● Aim of the task:
Restate word for word the line containing "Draw a box around" and each line that follows it, through the last line below, and nothing else.

● Material for the task:

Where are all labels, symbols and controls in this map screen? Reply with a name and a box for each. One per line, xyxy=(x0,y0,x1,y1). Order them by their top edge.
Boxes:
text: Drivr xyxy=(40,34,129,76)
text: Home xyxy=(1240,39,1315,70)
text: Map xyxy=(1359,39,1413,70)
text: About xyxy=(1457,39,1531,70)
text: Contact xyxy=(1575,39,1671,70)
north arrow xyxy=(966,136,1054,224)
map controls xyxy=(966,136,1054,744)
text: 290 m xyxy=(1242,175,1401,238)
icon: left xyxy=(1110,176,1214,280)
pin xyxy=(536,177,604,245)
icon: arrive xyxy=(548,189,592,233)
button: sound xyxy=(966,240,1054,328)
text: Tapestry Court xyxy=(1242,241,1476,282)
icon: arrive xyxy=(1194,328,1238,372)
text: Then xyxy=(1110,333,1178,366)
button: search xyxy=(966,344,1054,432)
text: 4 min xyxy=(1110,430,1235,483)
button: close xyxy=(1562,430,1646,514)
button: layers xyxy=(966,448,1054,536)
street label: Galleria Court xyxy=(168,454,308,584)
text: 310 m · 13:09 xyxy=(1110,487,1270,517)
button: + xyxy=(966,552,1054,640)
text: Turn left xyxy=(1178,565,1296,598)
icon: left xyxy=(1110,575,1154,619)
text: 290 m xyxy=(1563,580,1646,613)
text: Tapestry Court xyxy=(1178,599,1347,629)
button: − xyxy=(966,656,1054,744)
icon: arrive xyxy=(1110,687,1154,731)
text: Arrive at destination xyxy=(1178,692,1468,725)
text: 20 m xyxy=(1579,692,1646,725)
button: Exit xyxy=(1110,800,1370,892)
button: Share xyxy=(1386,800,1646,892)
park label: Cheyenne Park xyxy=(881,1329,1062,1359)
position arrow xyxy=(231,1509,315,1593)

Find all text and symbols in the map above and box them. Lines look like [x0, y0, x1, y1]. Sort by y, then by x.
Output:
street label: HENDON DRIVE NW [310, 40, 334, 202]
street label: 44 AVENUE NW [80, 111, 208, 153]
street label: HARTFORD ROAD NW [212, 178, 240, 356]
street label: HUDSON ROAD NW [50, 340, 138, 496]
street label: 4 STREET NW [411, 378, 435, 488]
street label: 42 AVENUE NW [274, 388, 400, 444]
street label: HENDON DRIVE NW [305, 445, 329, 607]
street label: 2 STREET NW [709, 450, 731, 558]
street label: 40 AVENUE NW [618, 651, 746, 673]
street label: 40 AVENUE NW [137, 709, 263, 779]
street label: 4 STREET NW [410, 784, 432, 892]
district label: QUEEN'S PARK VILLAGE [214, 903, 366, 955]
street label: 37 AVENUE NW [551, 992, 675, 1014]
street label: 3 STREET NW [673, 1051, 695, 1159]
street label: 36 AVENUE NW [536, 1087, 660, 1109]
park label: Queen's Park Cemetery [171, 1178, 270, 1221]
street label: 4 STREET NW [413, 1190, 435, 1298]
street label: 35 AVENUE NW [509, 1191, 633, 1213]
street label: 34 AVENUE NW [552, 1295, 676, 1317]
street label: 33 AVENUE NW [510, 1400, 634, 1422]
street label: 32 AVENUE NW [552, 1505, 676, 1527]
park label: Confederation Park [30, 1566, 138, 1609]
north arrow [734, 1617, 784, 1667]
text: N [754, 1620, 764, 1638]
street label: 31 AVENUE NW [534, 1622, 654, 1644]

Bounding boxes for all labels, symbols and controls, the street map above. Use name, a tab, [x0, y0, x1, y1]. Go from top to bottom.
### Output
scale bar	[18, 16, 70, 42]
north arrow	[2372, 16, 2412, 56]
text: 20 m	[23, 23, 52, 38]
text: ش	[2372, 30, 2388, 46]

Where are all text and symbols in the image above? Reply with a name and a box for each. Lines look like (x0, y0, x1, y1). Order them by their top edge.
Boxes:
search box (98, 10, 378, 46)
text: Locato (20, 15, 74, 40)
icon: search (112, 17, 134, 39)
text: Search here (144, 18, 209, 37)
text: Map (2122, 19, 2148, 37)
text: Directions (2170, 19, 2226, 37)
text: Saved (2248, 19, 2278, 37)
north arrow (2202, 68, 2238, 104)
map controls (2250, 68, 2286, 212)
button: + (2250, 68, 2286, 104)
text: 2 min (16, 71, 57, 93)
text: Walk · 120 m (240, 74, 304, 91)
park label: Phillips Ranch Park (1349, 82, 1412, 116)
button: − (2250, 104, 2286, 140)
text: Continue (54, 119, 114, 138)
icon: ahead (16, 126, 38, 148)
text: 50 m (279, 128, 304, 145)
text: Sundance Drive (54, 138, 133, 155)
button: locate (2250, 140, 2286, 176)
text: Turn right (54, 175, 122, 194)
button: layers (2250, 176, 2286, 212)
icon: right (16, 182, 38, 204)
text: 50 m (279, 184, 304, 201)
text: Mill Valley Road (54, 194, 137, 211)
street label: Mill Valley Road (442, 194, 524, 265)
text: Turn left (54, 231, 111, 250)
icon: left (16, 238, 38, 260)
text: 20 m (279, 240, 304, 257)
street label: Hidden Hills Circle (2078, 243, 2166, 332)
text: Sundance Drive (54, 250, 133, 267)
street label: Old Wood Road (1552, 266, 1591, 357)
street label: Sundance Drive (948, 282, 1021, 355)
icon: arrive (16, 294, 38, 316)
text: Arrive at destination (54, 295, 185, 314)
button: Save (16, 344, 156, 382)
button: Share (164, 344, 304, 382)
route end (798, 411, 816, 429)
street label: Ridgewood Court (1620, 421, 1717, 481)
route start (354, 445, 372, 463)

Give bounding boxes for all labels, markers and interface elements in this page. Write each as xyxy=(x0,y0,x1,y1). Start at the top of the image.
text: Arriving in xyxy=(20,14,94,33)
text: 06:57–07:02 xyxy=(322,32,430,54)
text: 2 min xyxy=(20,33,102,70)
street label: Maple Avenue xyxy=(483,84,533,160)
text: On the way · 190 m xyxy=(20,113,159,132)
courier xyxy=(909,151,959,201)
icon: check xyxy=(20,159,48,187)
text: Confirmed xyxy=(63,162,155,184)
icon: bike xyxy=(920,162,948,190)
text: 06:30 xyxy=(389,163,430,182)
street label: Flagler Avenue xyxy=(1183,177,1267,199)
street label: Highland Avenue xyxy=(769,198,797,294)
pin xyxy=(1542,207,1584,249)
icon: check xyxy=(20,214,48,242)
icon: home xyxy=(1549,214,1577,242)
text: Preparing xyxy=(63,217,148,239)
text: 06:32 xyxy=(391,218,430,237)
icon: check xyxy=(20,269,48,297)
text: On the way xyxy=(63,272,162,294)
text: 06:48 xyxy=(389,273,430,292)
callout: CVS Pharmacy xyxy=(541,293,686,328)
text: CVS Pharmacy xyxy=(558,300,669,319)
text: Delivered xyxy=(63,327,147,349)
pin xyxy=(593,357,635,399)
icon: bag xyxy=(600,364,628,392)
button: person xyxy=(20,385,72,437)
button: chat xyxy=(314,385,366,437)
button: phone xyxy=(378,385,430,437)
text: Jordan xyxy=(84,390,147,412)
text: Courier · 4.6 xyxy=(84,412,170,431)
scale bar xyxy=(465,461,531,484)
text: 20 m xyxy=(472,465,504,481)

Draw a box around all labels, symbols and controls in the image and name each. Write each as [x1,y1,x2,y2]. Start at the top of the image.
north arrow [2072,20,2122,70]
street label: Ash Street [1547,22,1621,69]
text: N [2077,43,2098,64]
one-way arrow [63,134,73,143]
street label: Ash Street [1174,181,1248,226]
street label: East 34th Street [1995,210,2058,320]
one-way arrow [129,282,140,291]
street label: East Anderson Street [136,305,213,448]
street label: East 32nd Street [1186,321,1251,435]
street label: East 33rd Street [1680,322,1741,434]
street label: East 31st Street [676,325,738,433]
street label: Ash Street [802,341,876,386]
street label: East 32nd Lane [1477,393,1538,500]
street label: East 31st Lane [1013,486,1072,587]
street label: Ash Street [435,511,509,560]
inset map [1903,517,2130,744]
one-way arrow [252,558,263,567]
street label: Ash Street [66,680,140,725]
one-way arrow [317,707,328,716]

● Final answer:
Draw a box around all labels, symbols and controls in the image and name each. Write each as [x1,y1,x2,y2]. Start at the top of the image.
north arrow [2072,20,2122,70]
street label: Ash Street [1547,22,1621,69]
text: N [2077,43,2098,64]
one-way arrow [63,134,73,143]
street label: Ash Street [1174,181,1248,226]
street label: East 34th Street [1995,210,2058,320]
one-way arrow [129,282,140,291]
street label: East Anderson Street [136,305,213,448]
street label: East 32nd Street [1186,321,1251,435]
street label: East 33rd Street [1680,322,1741,434]
street label: East 31st Street [676,325,738,433]
street label: Ash Street [802,341,876,386]
street label: East 32nd Lane [1477,393,1538,500]
street label: East 31st Lane [1013,486,1072,587]
street label: Ash Street [435,511,509,560]
inset map [1903,517,2130,744]
one-way arrow [252,558,263,567]
street label: Ash Street [66,680,140,725]
one-way arrow [317,707,328,716]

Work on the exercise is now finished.